Source code for pipecat.audio.vad.vad_analyzer

#
# Copyright (c) 2024-2026, Daily
#
# SPDX-License-Identifier: BSD 2-Clause License
#

"""Voice Activity Detection (VAD) analyzer base classes and utilities.

This module provides the abstract base class for VAD analyzers and associated
data structures for voice activity detection in audio streams. Includes state
management, parameter configuration, and audio analysis framework.
"""

import asyncio
from abc import ABC, abstractmethod
from concurrent.futures import ThreadPoolExecutor
from enum import Enum

from loguru import logger
from pydantic import BaseModel

from pipecat.audio.utils import calculate_audio_volume, exp_smoothing

VAD_CONFIDENCE = 0.7
VAD_START_SECS = 0.2
VAD_STOP_SECS = 0.2
VAD_MIN_VOLUME = 0.6



[docs]
class VADState(Enum):
    """Voice Activity Detection states.

    Parameters:
        QUIET: No voice activity detected.
        STARTING: Voice activity beginning, transitioning from quiet.
        SPEAKING: Active voice detected and confirmed.
        STOPPING: Voice activity ending, transitioning to quiet.
    """

    QUIET = 1
    STARTING = 2
    SPEAKING = 3
    STOPPING = 4




[docs]
class VADParams(BaseModel):
    """Configuration parameters for Voice Activity Detection.

    Parameters:
        confidence: Minimum confidence threshold for voice detection.
        start_secs: Duration to wait before confirming voice start.
        stop_secs: Duration to wait before confirming voice stop.
        min_volume: Minimum audio volume threshold for voice detection.
    """

    confidence: float = VAD_CONFIDENCE
    start_secs: float = VAD_START_SECS
    stop_secs: float = VAD_STOP_SECS
    min_volume: float = VAD_MIN_VOLUME




[docs]
class VADAnalyzer(ABC):
    """Abstract base class for Voice Activity Detection analyzers.

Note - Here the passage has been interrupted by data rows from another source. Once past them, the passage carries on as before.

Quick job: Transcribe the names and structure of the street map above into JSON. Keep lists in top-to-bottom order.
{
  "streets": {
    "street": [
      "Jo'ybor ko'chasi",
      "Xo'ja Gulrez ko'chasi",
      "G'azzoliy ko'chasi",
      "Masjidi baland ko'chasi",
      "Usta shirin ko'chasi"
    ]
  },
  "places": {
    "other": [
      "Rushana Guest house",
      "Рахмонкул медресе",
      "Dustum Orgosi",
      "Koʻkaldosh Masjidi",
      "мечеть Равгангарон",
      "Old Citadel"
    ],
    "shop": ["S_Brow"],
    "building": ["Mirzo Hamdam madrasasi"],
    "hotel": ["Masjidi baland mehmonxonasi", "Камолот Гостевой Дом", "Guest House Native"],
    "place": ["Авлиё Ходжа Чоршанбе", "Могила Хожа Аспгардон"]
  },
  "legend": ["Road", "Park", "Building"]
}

    Provides the framework for implementing VAD analysis with configurable
    parameters, state management, and audio processing capabilities.
    Subclasses must implement the core voice confidence calculation.
    """


[docs]
    def __init__(self, *, sample_rate: int | None = None, params: VADParams | None = None):
        """Initialize the VAD analyzer.

        Args:
            sample_rate: Audio sample rate in Hz. If None, will be set later.
            params: VAD parameters for detection configuration.
        """
        self._init_sample_rate = sample_rate
        self._sample_rate = 0
        self._params = params or VADParams()
        self._num_channels = 1

        self._vad_buffer = b""

        # Volume exponential smoothing
        self._smoothing_factor = 0.2
        self._prev_volume = 0

        # Thread executor that will run the model. We only need one thread per
        # analyzer because one analyzer just handles one audio stream.
        self._executor = ThreadPoolExecutor(max_workers=1)


    @property
    def sample_rate(self) -> int:
        """Get the current sample rate.

        Returns:
            Current audio sample rate in Hz.
        """
        return self._sample_rate

    @property
    def num_channels(self) -> int:
        """Get the number of audio channels.

        Returns:
            Number of audio channels (always 1 for mono).
        """
        return self._num_channels

    @property
    def params(self) -> VADParams:
        """Get the current VAD parameters.

        Returns:
            Current VAD configuration parameters.
        """
        return self._params


[docs]
    @abstractmethod
    def num_frames_required(self) -> int:
        """Get the number of audio frames required for analysis.

        Returns:
            Number of frames needed for VAD processing.
        """
        pass



[docs]
    @abstractmethod
    def voice_confidence(self, buffer: bytes) -> float:
        """Calculate voice activity confidence for the given audio buffer.

        Args:
            buffer: Audio buffer to analyze.

        Returns:
            Voice confidence score between 0.0 and 1.0.
        """
        pass



[docs]
    def set_sample_rate(self, sample_rate: int):
        """Set the sample rate for audio processing.

        Args:
            sample_rate: Audio sample rate in Hz.
        """
        self._sample_rate = self._init_sample_rate or sample_rate
        self.set_params(self._params)



[docs]
    def set_params(self, params: VADParams):
        """Set VAD parameters and recalculate internal values.

        Args:
            params: VAD parameters for detection configuration.
        """
        logger.debug(f"Setting VAD params to: {params}")
        self._params = params
        self._vad_frames = self.num_frames_required()
        self._vad_frames_num_bytes = self._vad_frames * self._num_channels * 2

        vad_frames_per_sec = self._vad_frames / self.sample_rate

        self._vad_start_frames = round(self._params.start_secs / vad_frames_per_sec)
        self._vad_stop_frames = round(self._params.stop_secs / vad_frames_per_sec)
        self._vad_starting_count = 0
        self._vad_stopping_count = 0
        self._vad_state: VADState = VADState.QUIET


    def _get_smoothed_volume(self, audio: bytes) -> float:
        """Calculate smoothed audio volume using exponential smoothing."""
        volume = calculate_audio_volume(audio, self.sample_rate)
        return exp_smoothing(volume, self._prev_volume, self._smoothing_factor)


[docs]
    async def analyze_audio(self, buffer: bytes) -> VADState:
        """Analyze audio buffer and return current VAD state.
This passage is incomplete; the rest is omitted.